No, Grace thought. I definitely don’t want that.
“Shall we take the motorcar then?”
“I understand a rock slide is blocking the road.” Rico glanced at Grace’s high-button patent leather shoes. “Can you ride a horse?”
“Impossible.” Lyda laughed. “Grace says if God intended people to ride horses He would have equipped the beasts with an off-lever.”
Grace was chagrined. “It’s all those teeth, don’t you know. And if only they weren’t so big.”
“The teeth or the horses?”
“Both.”
“You can ride sidesaddle with me.”
Grace took several deep breaths while she pondered the pros and cons of the invitation. The vases from San Miguel brought in steady revenue to the gift shop with little outlay of cash. She needed as much revenue as she could get. The rebellion of 1910 had broken out just as the hotel was becoming a paying proposition. All that shooting had frightened away tourists and driven her into debt to the bankers in Mexico City.
She shot a sideways look at Captain Martín. He stood with his hands clasped behind his back and stared at the tiny puffs of smoke from the train chugging up the distant mountain toward Tres Marías. He seemed to have little interest in her and hence, no ulterior motives for this excursion.

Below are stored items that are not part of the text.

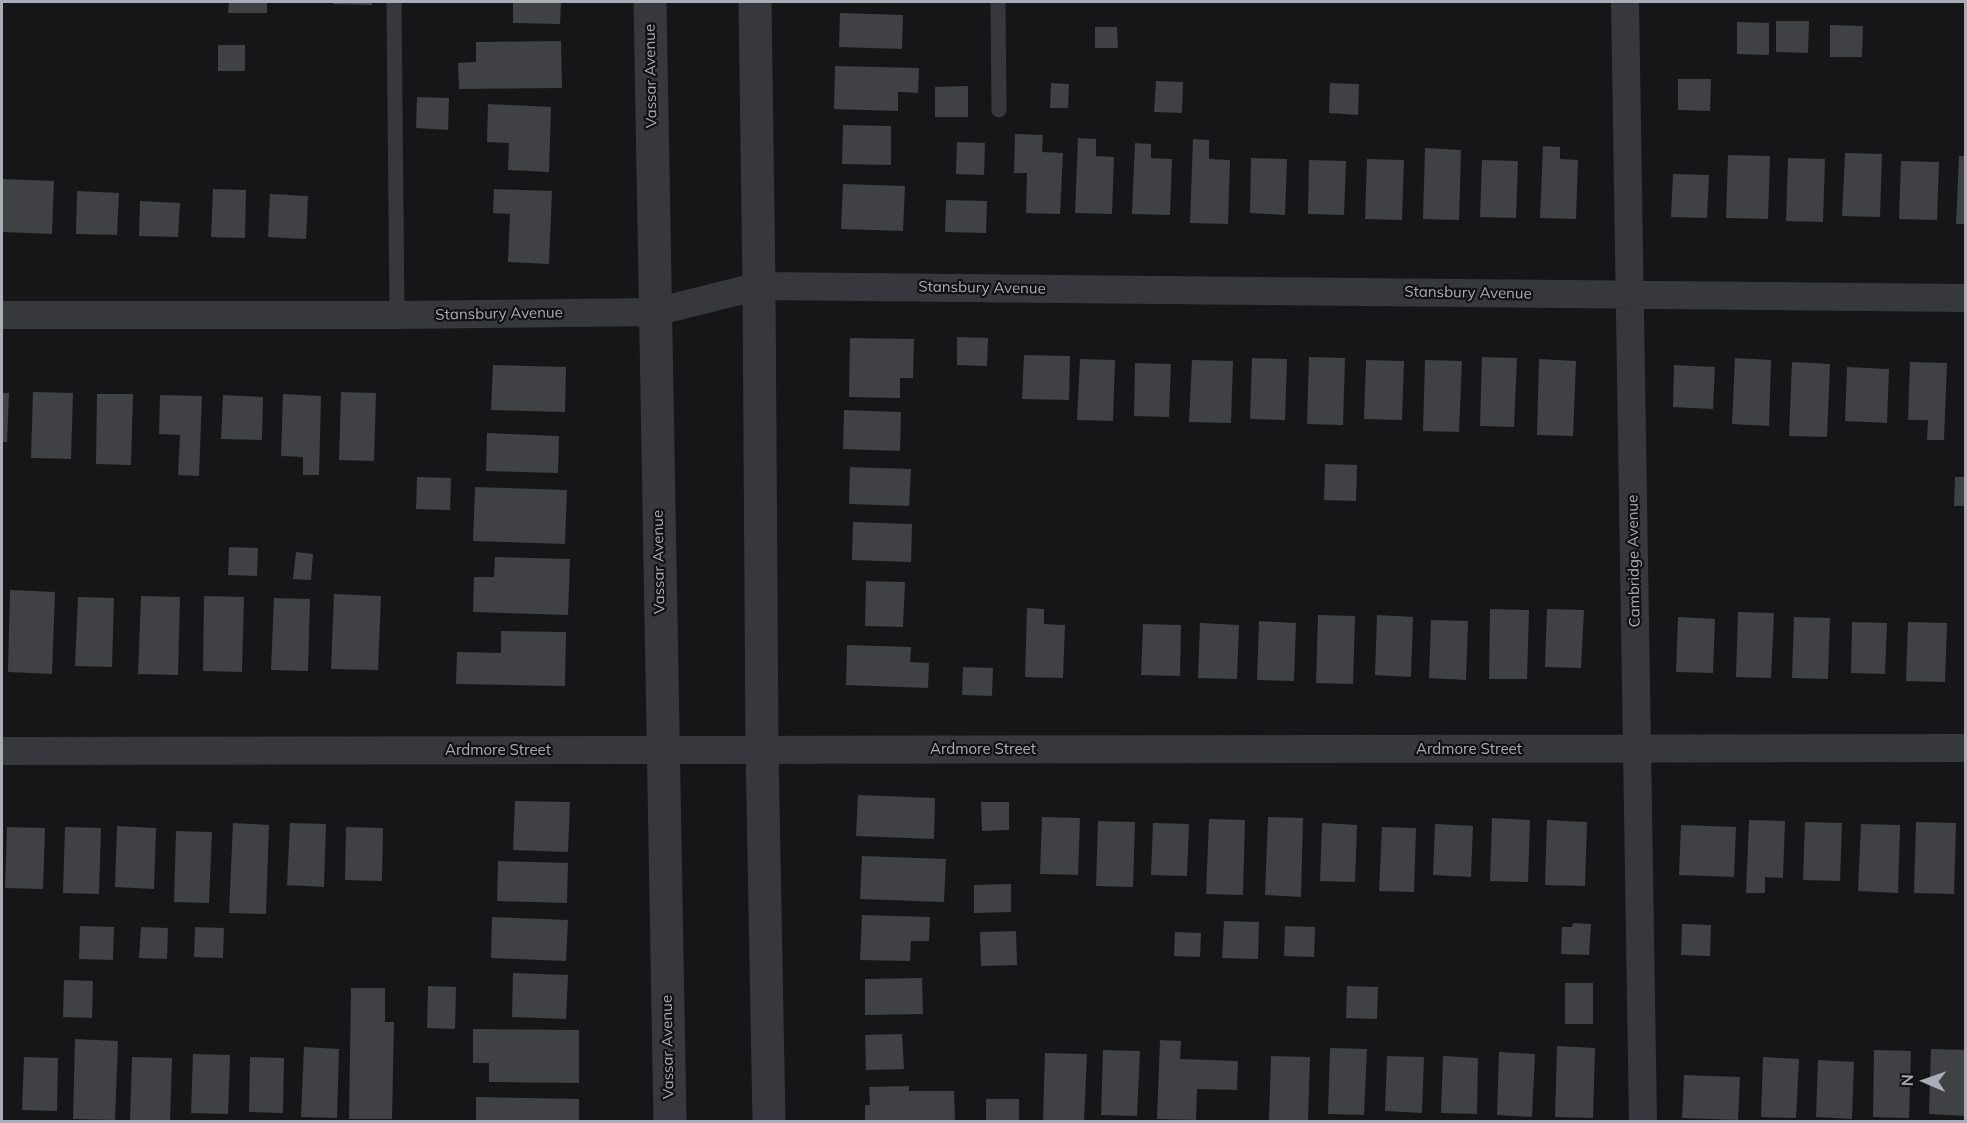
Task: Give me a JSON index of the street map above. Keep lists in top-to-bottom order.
{
  "streets": {
    "street": [
      "Vassar Avenue",
      "Stansbury Avenue",
      "Cambridge Avenue",
      "Ardmore Street"
    ]
  },
  "crossings": [
    ["Vassar Avenue", "Stansbury Avenue"],
    ["Vassar Avenue", "Ardmore Street"],
    ["Stansbury Avenue", "Cambridge Avenue"],
    ["Cambridge Avenue", "Ardmore Street"]
  ],
  "north": "left"
}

Then there was the debit side of the ledger, the gossip that an afternoon alone with Captain Martín would generate. Before she answered, Grace had to decide where on the horse she should sit. If she rode in front of Captain Martín his arms would be around her. If she rode behind him her chest would press against his back. Her face heated up at that prospect.
She realized that her worries about what people would think, or even what Captain Martín might think, didn’t matter. She had to talk to José and the villagers about setting up a manufacturing facility for the vases.
Best to put a good face on it. This was, after all, the twentieth century. Grace headed back toward the car to retrieve her coat. At least it would insulate her somewhat from physical contact with the man.
“Tallyho, Captain.” She flashed him a bright smile. “Let’s be off then, shall we?”